Un impact direct sur la réactivité
Un courriel limpide, avec une salutation soignée, se traite plus vite qu’un texte confus ou abrupt. Moins de temps passé à décoder le ton ; plus de temps pour avancer sur votre dossier.
Mieux comprendre… donc mieux accepter les honoraires
Quand la relation est fluide et respectueuse, le notaire se sent souvent plus disponible pour justifier ses honoraires, détailler les frais ou proposer des options. Résultat : on comprend mieux ce que l’on paie et on le vit beaucoup mieux.
FAQ express – vos questions en un clin d’œil
Le notaire est une femme : je dis « Maîtresse » ? Non !
Le titre « Maître » est épicène. On l’utilise tel quel, à l’oral comme à l’écrit : « Bonjour Maître », « Chère Maître »… et c’est tout.
Pouvons-nous nous tutoyer ?
Seulement si la relation est personnelle et de longue date, et si le notaire vous l’a clairement proposé. En matière d’actes officiels, mieux vaut conserver le vouvoiement.
Le notaire est aussi avocat : je m’y perds…
Que le professionnel porte deux casquettes ou non, le titre « Maître » reste valable. Dans un dossier notarié, c’est même la seule option vraiment sûre.
Je veux un ton moderne ; comment rester respectueux ?
Combinez modernité et déférence : « Bonjour Maître, » au début, « Bien cordialement, Maître. » à la fin. On ne peut pas faire plus simple.
Ma signature de mail doit-elle être officielle ?
Pas besoin d’un tampon ; mentionnez simplement votre nom, vos coordonnées, et éventuellement votre fonction. Le notaire, lui, ajoutera ses mentions légales – laissez-les en place, cela facilite le suivi.
Le mot de la fin : jouez la carte du respect, tout simplement
Employer le titre « Maître », soigner votre salutation et votre clôture, relire deux minutes : ces petits réflexes montrent que vous prenez le dossier au sérieux. Une politesse bien calibrée, c’est moins de malentendus et souvent plus de réactivité. Alors, la prochaine fois que vous écrirez à votre notaire, vous saurez exactement comment ouvrir – et conclure – votre message.

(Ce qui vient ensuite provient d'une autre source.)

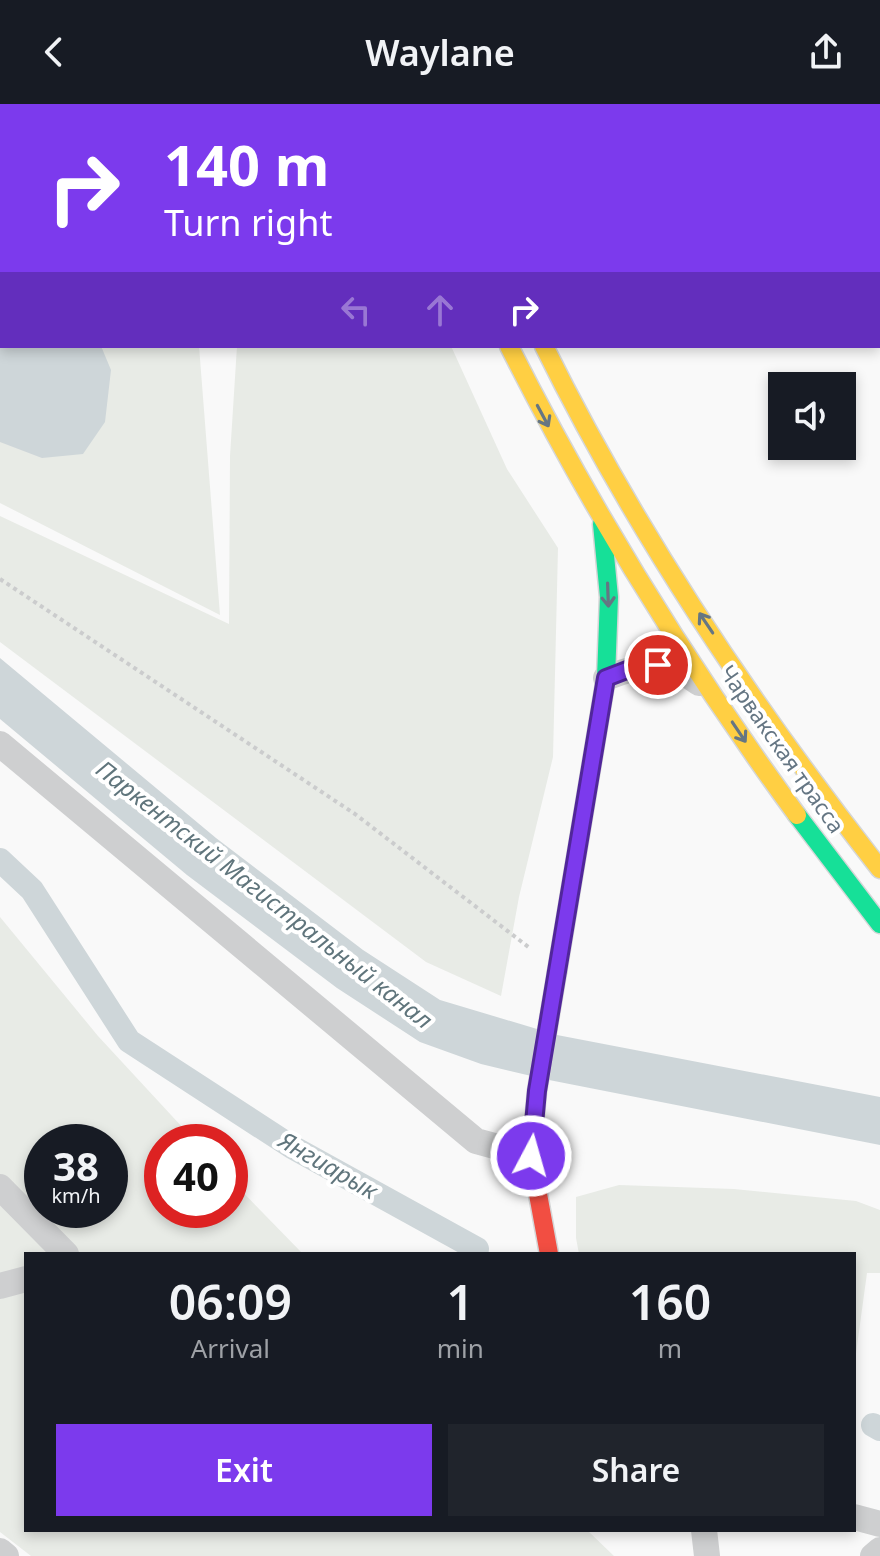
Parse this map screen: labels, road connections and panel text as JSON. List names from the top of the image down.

Questions fréquentes sur les formules de politesse pour un notaire
Quelle formule de politesse utiliser pour un notaire par email ?
Pour un email, utilisez « Bonjour Maître » ou « Bonjour Maître [Nom] ». Cette formule est simple, respectueuse et adaptée à un échange professionnel.
Comment s’adresser à un notaire dans une lettre ?
Dans une lettre, commencez par « Maître, » ou « Cher Maître, ». Sur l’enveloppe, écrivez « Maître [Prénom Nom], notaire » pour respecter les usages formels.
Comment remercier un notaire ?
Pour remercier un notaire, terminez votre message par une formule comme « Avec mes remerciements, je vous prie d’agréer, Maître, l’expression de mes salutations distinguées. » ou simplement « Merci pour votre aide, Maître. » dans un email.
Peut-on dire « Bonjour » sans « Maître » à un notaire ?
Il est préférable d’ajouter « Maître » après « Bonjour » pour respecter le statut du notaire. Dire simplement « Bonjour » peut être perçu comme trop familier.
Quelle formule de politesse éviter avec un notaire ?
Évitez « Monsieur le Notaire » ou « Madame la Notaire », qui sont trop administratifs. N’utilisez jamais « Maîtresse », qui est incorrect et inapproprié.